Uruguay had already shown strong economic growth since 2005, and poverty and indigence figures had been steadily decreasing. However, in 2012, significant problems related to pregnant women and early childhood still persisted: 28% of pregnancies were poorly monitored, 12% of births were premature and 3% presented congenital syphilis (data from CHPR/SIP 2012); 31% of children between 6 and 23 months had childhood anemia, and 10.9% of children under 24 months showed stunted growth. The percentage of children under 4 years living below the poverty line doubled the figure found for the total population (24.9%, ECH 2012). Also regarding health indicators, the situation of early childhood showed figures that did not correspond to the general situation of the country.
Toward a Solution
The purposes of Uruguay Crece Contigo are to:
- Develop and implement universal actions that guarantee adequate care, development, and protection of pregnant women and families throughout the country.

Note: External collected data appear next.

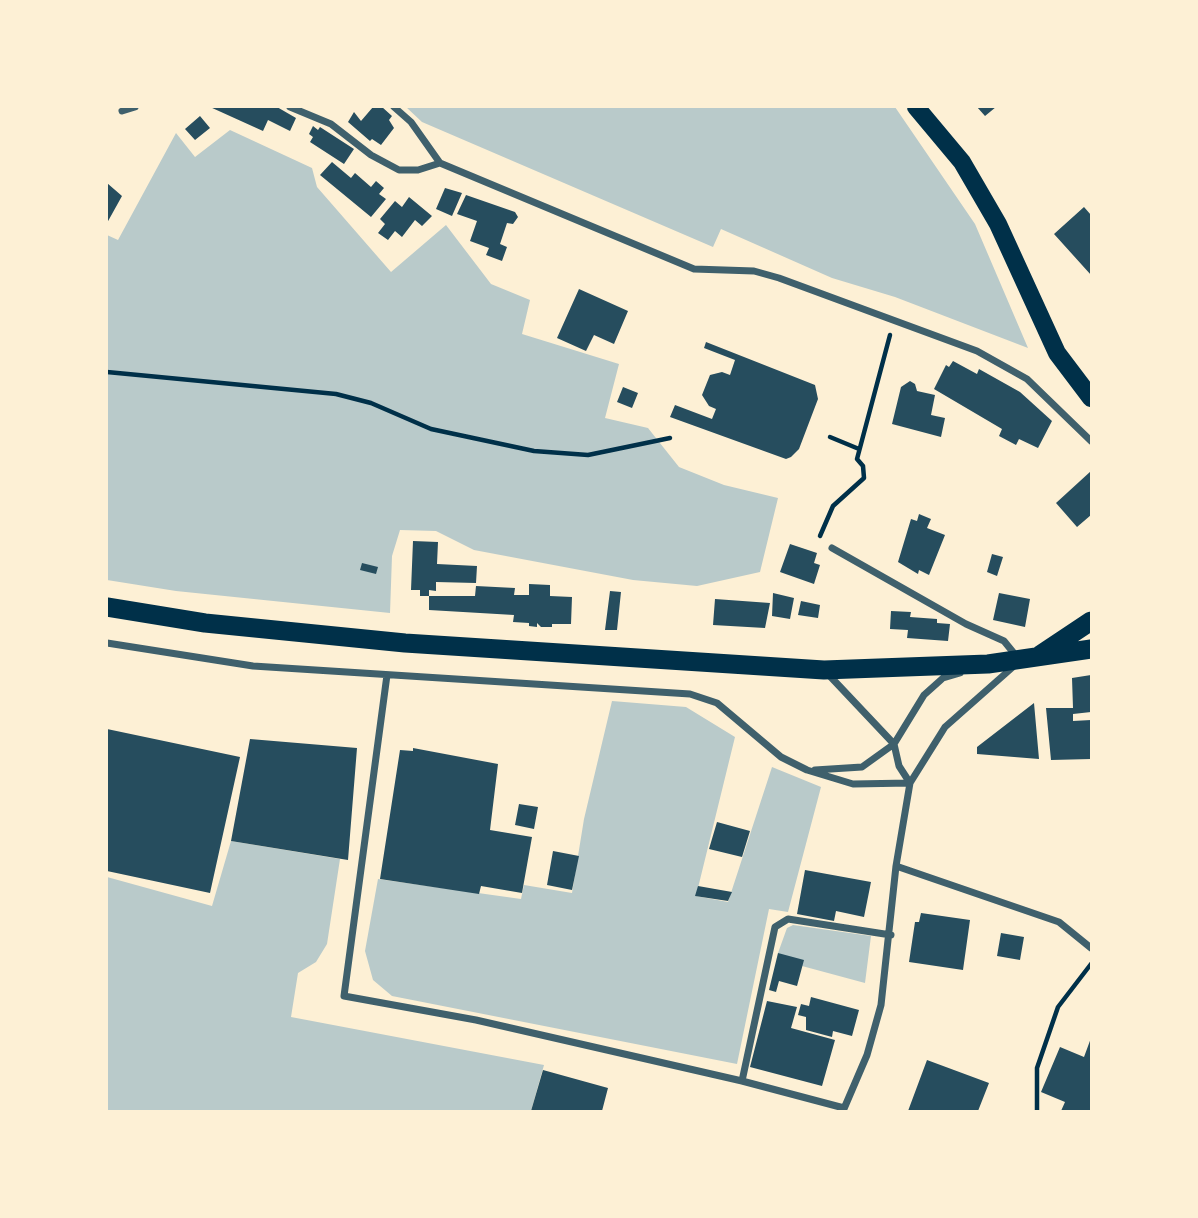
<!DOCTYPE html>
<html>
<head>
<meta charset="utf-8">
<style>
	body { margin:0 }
	#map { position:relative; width:1198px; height:1218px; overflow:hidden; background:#fdf0d5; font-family:"Noto Serif",serif }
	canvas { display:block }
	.frame { position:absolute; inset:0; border:108px solid #fdf0d5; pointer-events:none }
</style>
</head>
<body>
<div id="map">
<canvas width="1198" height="1218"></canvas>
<div class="frame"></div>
</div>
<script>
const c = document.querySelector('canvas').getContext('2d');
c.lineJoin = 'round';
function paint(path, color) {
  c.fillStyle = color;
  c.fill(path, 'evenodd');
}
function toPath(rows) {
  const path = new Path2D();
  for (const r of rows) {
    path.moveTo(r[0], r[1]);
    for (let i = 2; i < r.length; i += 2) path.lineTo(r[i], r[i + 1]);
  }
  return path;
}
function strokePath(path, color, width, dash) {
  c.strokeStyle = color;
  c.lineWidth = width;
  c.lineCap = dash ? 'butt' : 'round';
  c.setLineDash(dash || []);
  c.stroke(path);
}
const green = toPath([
	[406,107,895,107,975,224,1028,348,895,297,832,278,721,229,713,247,422,122],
	[230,130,312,168,317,187,391,272,446,225,491,284,530,300,522,334,619,364,605,418,648,428,679,467,724,485,778,498,760,572,697,586,633,580,474,550,436,531,400,530,392,556,390,613,176,591,107,580,107,235,118,240,176,133,195,157],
	[612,701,686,707,735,737,696,896,728,902,772,767,821,787,788,912,769,909,737,1064,392,996,373,980,365,951,378,879,521,899,524,885,572,893,584,819],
	[231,841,340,859,327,944,316,962,298,973,291,1017,544,1065,531,1111,107,1111,107,877,212,906],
	[793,925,871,936,865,983,802,966,778,953,787,928]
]);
const building = toPath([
	[210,107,277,107,296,118,290,131,268,120,263,131],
	[373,107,382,107,392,116,389,120,394,128,381,145,372,139,370,141,348,122,354,112,361,121],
	[977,107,996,107,985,116],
	[200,116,210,128,195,140,185,129],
	[313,126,318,130,320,127,354,149,344,164,310,142,313,137,309,134],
	[332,162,351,178,355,173,371,187,376,181,384,188,379,194,386,199,371,217,320,175],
	[107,183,122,196,107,223],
	[445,188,462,193,452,216,436,209],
	[466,195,515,212,518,217,513,224,507,223,500,244,507,247,502,261,486,255,489,248,470,241,477,221,457,214],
	[409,197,432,216,422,226,415,220,402,237,395,231,388,240,378,233,385,224,380,219,395,201,402,207],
	[1084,207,1091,215,1091,275,1054,234],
	[579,289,628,311,614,344,594,335,586,351,557,338],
	[706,342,815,385,818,399,799,449,791,457,786,459,670,417,675,405,712,419,716,409,709,406,702,395,710,375,722,372,730,375,735,360,704,348],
	[953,361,977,374,979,369,1020,392,1052,421,1038,448,1019,439,1016,445,999,436,1002,429,934,389,946,365,949,367],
	[910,381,915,384,917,391,935,395,931,415,945,418,941,437,892,424,901,387],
	[623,387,638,393,632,408,617,402],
	[1091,471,1091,515,1077,527,1056,503],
	[919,514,931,519,927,528,945,535,929,575,919,570,918,574,898,562,911,519,917,521],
	[413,541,438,542,437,564,477,566,476,583,436,582,436,591,429,590,429,596,420,596,420,590,411,590],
	[790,544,817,553,814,563,820,565,814,584,780,572],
	[992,554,1003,557,997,576,987,572],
	[362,563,378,567,376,574,360,570],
	[529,584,550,585,550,596,572,597,571,624,552,624,552,627,541,627,537,623,537,627,529,626,529,623,513,622,514,615,429,610,429,596,475,596,476,586,515,588,514,595,529,595],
	[610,591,621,592,617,630,605,630],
	[773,593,794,598,790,619,772,616],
	[999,593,1030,599,1025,627,993,620],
	[715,599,770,603,765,628,713,625],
	[801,601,820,605,818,618,798,615],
	[891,611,911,612,910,617,937,619,937,623,950,624,948,641,907,638,908,630,890,629],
	[1091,675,1091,712,1073,714,1073,721,1091,720,1091,759,1051,760,1046,708,1073,708,1072,678],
	[1034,703,1039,759,977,754,977,747],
	[107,729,240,757,210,893,107,871],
	[250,739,357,748,348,860,231,841],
	[413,748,498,764,490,830,532,837,522,893,481,886,479,894,380,879,400,750,413,751],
	[519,804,538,807,534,829,515,825],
	[717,822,750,831,742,857,709,849],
	[553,851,579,856,572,890,547,885],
	[805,870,871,882,864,917,836,911,834,921,797,914],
	[698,886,732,892,728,901,695,896],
	[921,913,970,920,963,970,909,962,915,922,919,922],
	[1001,933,1024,937,1020,960,997,956],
	[778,953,804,960,797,986,779,981,776,992,769,990],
	[811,997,859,1010,852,1036,833,1031,832,1037,806,1030,806,1017,798,1015,801,1004,809,1006],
	[767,1001,797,1007,791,1028,835,1040,822,1086,750,1067],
	[1091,1038,1091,1111,1061,1111,1065,1102,1041,1092,1060,1047,1084,1057],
	[927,1060,989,1083,978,1111,908,1111],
	[543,1070,608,1088,602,1111,531,1111]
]);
const path = toPath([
	[107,372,336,394,371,403,431,429,534,451,588,455,670,438],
	[830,437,859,449],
	[820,536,833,506,864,478,863,466,857,459,890,335],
	[1037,1111,1037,1068,1058,1007,1091,964]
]);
const minor = toPath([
	[290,107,331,124,371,155,399,170,418,170,440,163],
	[394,107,411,122,440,163,694,269,754,271,779,278,977,351,1027,379,1091,441],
	[122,111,135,107],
	[832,548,966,624,1004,641,1017,657],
	[107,643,253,666,690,694,717,703,781,757,807,770,853,784,910,783],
	[827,673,894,744,899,766,910,783],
	[387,675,344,996,476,1020,742,1081,844,1108],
	[815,770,862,767,894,744,924,695,943,678,960,673],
	[896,866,1059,922,1091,948],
	[742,1081,775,927,788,919,891,935],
	[843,1111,867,1055,881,1005,896,866,910,783,945,727,1014,666]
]);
const primary = toPath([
	[916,107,962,162,998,224,1057,353,1091,398]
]);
const trunk = toPath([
	[107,607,205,623,405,643,824,670,988,664,1091,649],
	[1040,655,1091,621]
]);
paint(green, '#b9caca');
paint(building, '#264d5e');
strokePath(path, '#003049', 4.5);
strokePath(minor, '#3f606c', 7);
strokePath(primary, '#003049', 18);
strokePath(trunk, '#003049', 19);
</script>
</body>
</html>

- Accompany the trajectories of families in vulnerable situations, with pregnant women, children under 4 years old with socio-health risk, and families with high indices of critical needs, through focused strategies.
- Promote family access to social protection matrix services through inter-institutional coordination.

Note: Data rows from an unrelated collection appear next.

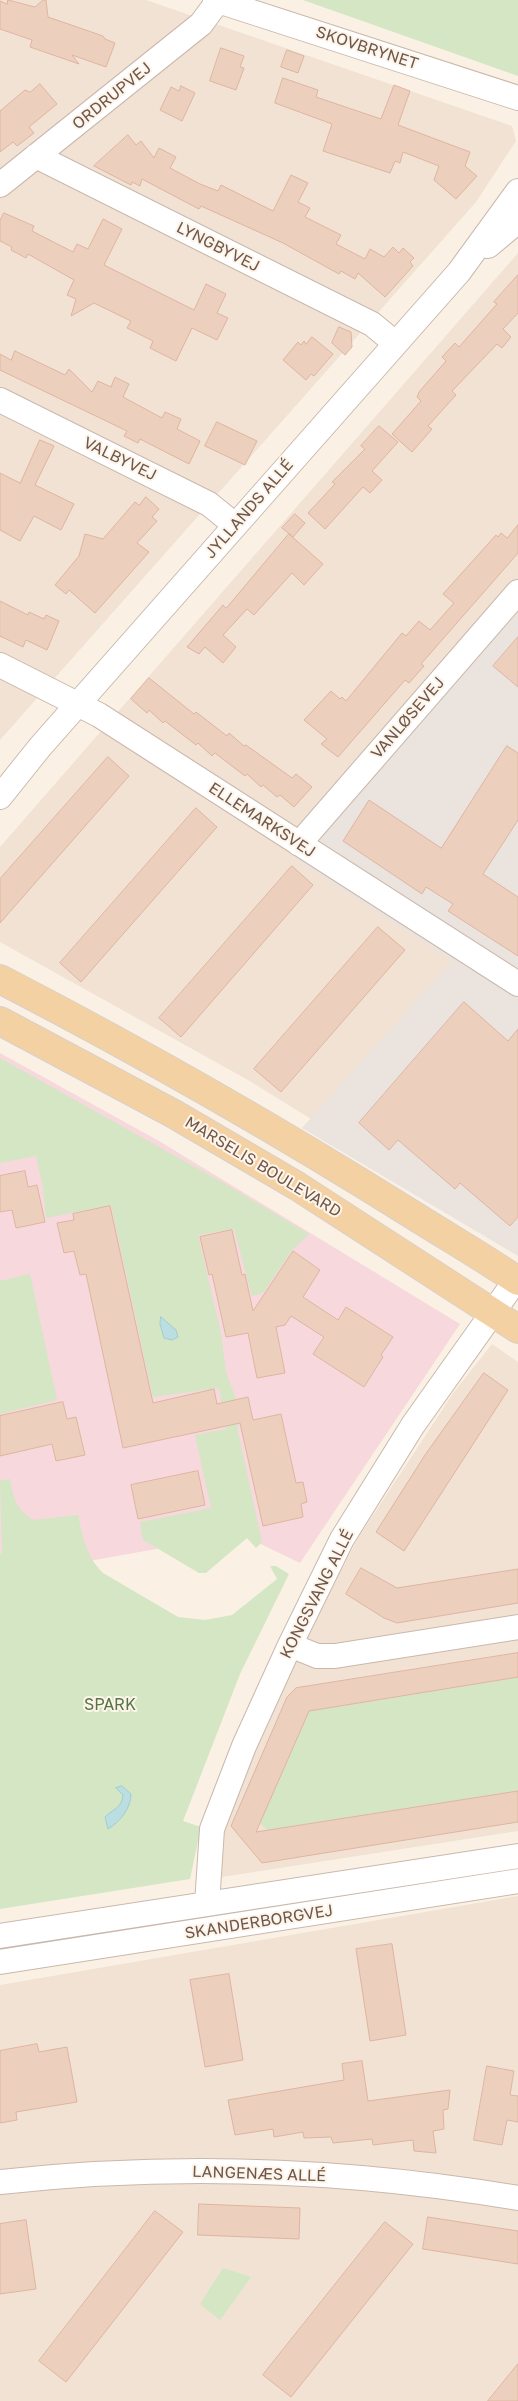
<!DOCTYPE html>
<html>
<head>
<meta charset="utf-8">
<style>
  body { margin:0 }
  canvas { display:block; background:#faf1e4 }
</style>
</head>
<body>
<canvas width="518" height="2401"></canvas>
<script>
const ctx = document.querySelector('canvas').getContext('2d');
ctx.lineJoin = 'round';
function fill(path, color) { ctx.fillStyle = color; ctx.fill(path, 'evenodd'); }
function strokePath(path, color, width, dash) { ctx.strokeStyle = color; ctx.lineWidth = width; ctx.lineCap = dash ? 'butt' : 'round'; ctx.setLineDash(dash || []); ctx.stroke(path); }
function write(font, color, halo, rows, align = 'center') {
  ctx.font = font + ' "Golos Text",sans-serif'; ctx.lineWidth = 4; ctx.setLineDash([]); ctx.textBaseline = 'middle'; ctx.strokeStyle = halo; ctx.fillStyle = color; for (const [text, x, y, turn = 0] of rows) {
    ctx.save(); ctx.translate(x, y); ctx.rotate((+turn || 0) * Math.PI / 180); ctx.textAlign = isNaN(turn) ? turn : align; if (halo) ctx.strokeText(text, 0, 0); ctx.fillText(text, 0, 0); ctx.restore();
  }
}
const residential = new Path2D(`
  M 0,0 L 146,0 L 512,126 L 516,141 L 476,202 L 0,740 Z
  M 518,253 L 518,1247 L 248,1080 L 0,942 L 0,847 Z
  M 492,1344 L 518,1362 L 518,1831 L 222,1877 L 220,1841 L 278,1692 L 358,1538 L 454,1392 Z
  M 518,1896 L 518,2401 L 0,2401 L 0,1985 Z`);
const industrial = new Path2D(`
  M 518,608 L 518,1256 L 302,1128 L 452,961 L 295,859 Z`);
const medical = new Path2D(`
  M 0,1053 L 159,1141 L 460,1324 L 300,1563 L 240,1534 L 0,1577 Z`);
const green = new Path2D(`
  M 303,0 L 518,0 L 518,76 Z
  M 0,1058 L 227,1185 L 309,1234 L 292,1250 L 263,1293 L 252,1296 L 234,1229 L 198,1235 L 221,1333 L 226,1372 L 243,1419 L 237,1427 L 262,1542 L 256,1548 L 247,1538 L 206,1573 L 199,1573 L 143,1540 L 140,1522 L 211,1508 L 195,1435 L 226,1429 L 219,1388 L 153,1397 L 111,1205 L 46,1218 L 43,1188 L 36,1156 L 0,1163 Z
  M 30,1274 L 57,1400 L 0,1414 L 0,1281 Z
  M 10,1479 C 14,1499 15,1508 33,1520 L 78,1515 C 83,1538 86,1556 103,1573 L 178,1617 L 205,1620 L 232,1615 L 277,1579 L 270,1566 L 276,1566 L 289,1574 L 240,1674 L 183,1821 L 201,1827 L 190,1879 L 0,1909 L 0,1554 L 2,1553 L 0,1481 Z
  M 518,1677 L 518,1791 L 267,1830 L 260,1823 L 309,1711 Z
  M 223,2268 L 251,2277 L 220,2320 L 200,2304 Z`);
const water = new Path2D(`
  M 161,1317 L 176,1330 L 178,1337 L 172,1340 L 164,1338 L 160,1324 Z
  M 122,1786 L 131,1794 C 131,1808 120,1822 108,1829 L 105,1817 C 113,1809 122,1808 123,1795 L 116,1788 Z`);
const building = new Path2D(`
  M 8,0 L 35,7 L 43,0 L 46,0 L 48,17 L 103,36 L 105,39 L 115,43 L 106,67 L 72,55 L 79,64 L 30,47 L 32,40 L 0,29 L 0,1 L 7,4 Z
  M 221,48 L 244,56 L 240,67 L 244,68 L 236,90 L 210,81 Z
  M 287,50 L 304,56 L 298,73 L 281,67 Z
  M 283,78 L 318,90 L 316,97 L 381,119 L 394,85 L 410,91 L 398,125 L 470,152 L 465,166 L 477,176 L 456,199 L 434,180 L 439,166 L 403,152 L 400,163 L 395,161 L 390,173 L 323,151 L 332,124 L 275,103 Z
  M 40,84 L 57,104 L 29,127 L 34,133 L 17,146 L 13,142 L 0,152 L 0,111 L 25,90 L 30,92 Z
  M 181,86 L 195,93 L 182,121 L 160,110 L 171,87 L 179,91 Z
  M 128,135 L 136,145 L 141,141 L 154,158 L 159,148 L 176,157 L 170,168 L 200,184 L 218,191 L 221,185 L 273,211 L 291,175 L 308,183 L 298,202 L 310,208 L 305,217 L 341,235 L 336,244 L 365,259 L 370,249 L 384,257 L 393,247 L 399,253 L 403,248 L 414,258 L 410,262 L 413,266 L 385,297 L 358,273 L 355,279 L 341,271 L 339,274 L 283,243 L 201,206 L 199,209 L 142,179 L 140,186 L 132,182 L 131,185 L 94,166 Z
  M 4,213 L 34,226 L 32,231 L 73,252 L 77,244 L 88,249 L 103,219 L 122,229 L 104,265 L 194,310 L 206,284 L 226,294 L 217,313 L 228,318 L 217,340 L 192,328 L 176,361 L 150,348 L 153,341 L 127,328 L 131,321 L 94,303 L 71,316 L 76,299 L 67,295 L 74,280 L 28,254 L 26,258 L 11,250 L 12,247 L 0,241 L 0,221 Z
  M 518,275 L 518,313 L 503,329 L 511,337 L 502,348 L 497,344 L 452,391 L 456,395 L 428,426 L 432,429 L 412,452 L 392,434 L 421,401 L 417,397 L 419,392 L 446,361 L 442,357 L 455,343 L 459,347 L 497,304 L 494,302 Z
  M 339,327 L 351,332 L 352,347 L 345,355 L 332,343 Z
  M 312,337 L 333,354 L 314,376 L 311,374 L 306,380 L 283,360 L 298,342 L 301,345 L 304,341 L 306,344 Z
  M 15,351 L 65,375 L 69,369 L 92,392 L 98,381 L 111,387 L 115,377 L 129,384 L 123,397 L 162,418 L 165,412 L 181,419 L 177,429 L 200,441 L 189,464 L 140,439 L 138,443 L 124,436 L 127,431 L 0,370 L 0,354 L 11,360 Z
  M 217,422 L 257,441 L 245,465 L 205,446 Z
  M 379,426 L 398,442 L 372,471 L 382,480 L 370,493 L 363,487 L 325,529 L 308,513 L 335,484 L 332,482 L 365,449 L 361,446 Z
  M 40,440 L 54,446 L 35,485 L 74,504 L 61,530 L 34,516 L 20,541 L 0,530 L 0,473 L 20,483 Z
  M 146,497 L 159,509 L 152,517 L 157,521 L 137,543 L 149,552 L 95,613 L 69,590 L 66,594 L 55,585 L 79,556 L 85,534 L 103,539 L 135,502 L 139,505 Z
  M 295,514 L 305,523 L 293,537 L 282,528 Z
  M 518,525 L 518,553 L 421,664 L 424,666 L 409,683 L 405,680 L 338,757 L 321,744 L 327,739 L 304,720 L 331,691 L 340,699 L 342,697 L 346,701 L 402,633 L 406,636 L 419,621 L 430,630 L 454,603 L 443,594 L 496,535 L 498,537 L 501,533 L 507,538 Z
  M 289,534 L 323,564 L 304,585 L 292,573 L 254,615 L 247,609 L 223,635 L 236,647 L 223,663 L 205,647 L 199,654 L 187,647 L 223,605 L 226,608 Z
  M 0,601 L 28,615 L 29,612 L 44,619 L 46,615 L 59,621 L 47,650 L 26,640 L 23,647 L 0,636 Z
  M 518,637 L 518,687 L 493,666 Z
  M 149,678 L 194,714 L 196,712 L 227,736 L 229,733 L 244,746 L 246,745 L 292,778 L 296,774 L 312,787 L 294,807 L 280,795 L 277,797 L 263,785 L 261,787 L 247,774 L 245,776 L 215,753 L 212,756 L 198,743 L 196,745 L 165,721 L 163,723 L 149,710 L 147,713 L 131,699 Z
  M 507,746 L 518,753 L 518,820 L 483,874 L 518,897 L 518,956 L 448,911 L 453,904 L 426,887 L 422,894 L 343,841 L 369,800 L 441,848 Z
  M 108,757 L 129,776 L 0,923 L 0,879 Z
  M 196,808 L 217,827 L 81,982 L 60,963 Z
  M 292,866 L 313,885 L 181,1037 L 159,1018 Z
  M 378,927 L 405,950 L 281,1092 L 254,1069 Z
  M 464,1002 L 508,1041 L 518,1029 L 518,1217 L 510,1226 L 460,1183 L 455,1189 L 398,1140 L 389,1150 L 359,1123 Z
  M 25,1171 L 28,1187 L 37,1185 L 45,1222 L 16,1228 L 12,1210 L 0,1212 L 0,1176 Z
  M 110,1206 L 153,1403 L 214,1389 L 217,1404 L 248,1397 L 253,1420 L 281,1414 L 296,1483 L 303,1482 L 307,1502 L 301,1504 L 303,1517 L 263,1526 L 240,1423 L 123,1448 L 86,1274 L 80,1275 L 74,1251 L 64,1253 L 57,1223 L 74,1220 L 73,1214 Z
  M 232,1230 L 242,1275 L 245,1274 L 253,1311 L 293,1251 L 320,1270 L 303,1297 L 338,1320 L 346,1307 L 393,1337 L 381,1355 L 383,1357 L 364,1387 L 313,1354 L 324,1337 L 291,1316 L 285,1325 L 276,1327 L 285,1373 L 257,1378 L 248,1333 L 226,1337 L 212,1274 L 209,1275 L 200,1237 Z
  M 484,1373 L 508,1390 L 404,1551 L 376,1532 L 425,1455 Z
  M 63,1402 L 67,1419 L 76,1417 L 85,1455 L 56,1461 L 52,1444 L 0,1456 L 0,1416 Z
  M 198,1471 L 205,1505 L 138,1519 L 131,1485 Z
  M 361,1568 L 397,1588 L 518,1569 L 518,1603 L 397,1623 L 384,1618 L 346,1594 Z
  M 518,1653 L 518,1677 L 309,1711 L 256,1832 L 518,1791 L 518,1822 L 262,1863 L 231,1826 L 287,1697 L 296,1688 Z
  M 392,1944 L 406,2035 L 370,2041 L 356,1949 Z
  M 229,1974 L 243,2060 L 205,2067 L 190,1980 Z
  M 37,2044 L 39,2052 L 67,2047 L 77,2102 L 16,2112 L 17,2120 L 0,2123 L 0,2051 Z
  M 362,2061 L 368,2101 L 450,2090 L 448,2109 L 443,2110 L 444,2129 L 433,2131 L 436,2153 L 414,2151 L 413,2140 L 373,2145 L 372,2139 L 333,2143 L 331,2137 L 304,2138 L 303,2132 L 274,2137 L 273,2129 L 235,2135 L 228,2100 L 344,2080 L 342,2064 Z
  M 487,2066 L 514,2071 L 510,2095 L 518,2096 L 518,2122 L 507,2120 L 502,2145 L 474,2140 Z
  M 199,2204 L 300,2208 L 299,2239 L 198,2235 Z
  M 155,2211 L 183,2232 L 66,2382 L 39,2361 Z
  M 428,2217 L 518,2231 L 518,2264 L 423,2249 Z
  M 26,2220 L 36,2289 L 0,2294 L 0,2224 Z
  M 385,2222 L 413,2244 L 291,2397 L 263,2375 Z
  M 518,2364 L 518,2401 L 488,2401 Z`);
const minor = new Path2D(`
  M 215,0 L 518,98
  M 36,156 L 372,324 L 395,343
  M 0,185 L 201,24 L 218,1
  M 488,246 L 518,221
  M 0,400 L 209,504 L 235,525
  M 0,665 L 99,715 L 518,984
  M 0,797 L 40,747 L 459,272 L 518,191
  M 299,844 L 518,592
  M 290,1645 L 317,1656 L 335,1656 L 518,1627
  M 207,1904 L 212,1829 L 244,1746 L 290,1645 L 342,1539 L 413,1425 L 518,1277
  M 0,1936 L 518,1856
  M 0,1962 L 518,1881
  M 0,2182 C 172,2163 347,2169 518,2198`);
const major = new Path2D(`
  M 0,979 C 141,1052 278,1130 413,1215 C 448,1237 484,1258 518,1281
  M 0,1021 L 174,1114 L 297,1186 L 518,1329`);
const streetNames = [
  ["SKOVBRYNET",367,48,18],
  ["ORDRUPVEJ",112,96,-39],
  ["LYNGBYVEJ",218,247,27],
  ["VALBYVEJ",120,459,26],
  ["JYLLANDS ALLÉ",249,509,-49],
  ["VANLØSEVEJ",408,718,-49],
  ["ELLEMARKSVEJ",262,820,33],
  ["MARSELIS BOULEVARD",263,1167,31],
  ["KONGSVANG ALLÉ",317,1594,-63],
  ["SKANDERBORGVEJ",259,1922,-9],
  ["LANGENÆS ALLÉ",259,2174,2]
];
const parkNames = [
  ["SPARK",110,1705]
];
fill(residential, '#f1e2d3');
fill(industrial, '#eae3de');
fill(medical, '#f7d8dd');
fill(green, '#d4e6c4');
fill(water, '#bbdee2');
strokePath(water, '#a2cdd3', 1);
fill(building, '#edcfbe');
strokePath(building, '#dfb5a0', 1);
strokePath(minor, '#cab8ac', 26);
strokePath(major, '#d7d0cd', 30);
strokePath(minor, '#fff', 24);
strokePath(major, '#f4d1a2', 28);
write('16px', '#70574c', '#fdf5ea', streetNames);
write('16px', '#557645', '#fdf5ea', parkNames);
</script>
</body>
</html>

During 2022, 9,770 welcome sets were sent to all centers, which include the “Guide for a Good Start”, “Advice for Healthy Motherhood and Fatherhood,” and the “Parenting Guide.” In 2022, a total of 13,100 guides were distributed.
The Family Accompaniment Program serves approximately 4,700 direct beneficiaries each year: 1,300 pregnant women and 3,400 children under 4 years of age with socio-health risk in 3,200 households.
During 2023, Family Action served an average of 69 families with 350 direct beneficiaries. With the incorporation of new teams to the Family Action Program, it is estimated to have an annual coverage of 1,000 families.
Among the community actions is the Mobile Polyclinic, which carried out various urban activities in Montevideo, Canelones, San José, Salto, Flores, and Durazno, and rural activities in Rivera, Flores, Treinta y Tres, Rio Negro, Tacuarembó, Durazno, Lavalleja, and Paysandú, conducting 56 activities. In total, 523 office consultations were performed, having conducted 454 Pap smear tests for women, 34 subdermal contraceptive implants were placed and 14 were removed, and 54 people were vaccinated including adults and children. 55 workshops were conducted, reaching approximately 500 people including children, adolescents, and adults. Regarding the workshops, it is worth highlighting that work began on the Positive Parenting strategy in two locations: Andresito in Flores and Villa el Carmen in Durazno, having successfully completed this process. Starting in June 2024, work began in Unit 5 of the CNR-PPL for Women Deprived of Liberty, performing Pap smears for cervical cancer prevention.
The national strategy Painted Parks has created 40 Painted Parks in all departments of the country, including the installation of breastfeeding-friendly spaces and children’s corners located in territorial offices, including one at the Pereira Rossell Hospital Center.
In 2022, 600 workers from early education centers were trained in the application of the “Conceptual framework for the implementation of good feeding and nutrition practices for children from birth to 6 years”.
UCC is an experience that can be replicated in other countries. It has extensive documented experience, with a methodological design for the implementation, training, and evaluation of the program that can be replicated. All accompaniment modalities have action protocols that guide their implementation. Additionally, the work carried out is registered and monitored through a computer system that has its respective manuals, with the possibility of being replicated. The program includes an induction for new technical teams that begin working in it, providing permanent training, thus having qualified technicians capable of transmitting the experience and knowledge acquired.
A factor that may condition its implementation in other contexts is the type of social protection system existing in the recipient country. An architecture of welfare and institutions is required to support its sustainability (health system, early childhood care services, etc.). A second condition is whether the State has the capacity to implement the practice, being able to address distances, geographical differences, and socio-identity and cultural aspects of the target population. For a better application, it is also recommended to have health professionals and promoters.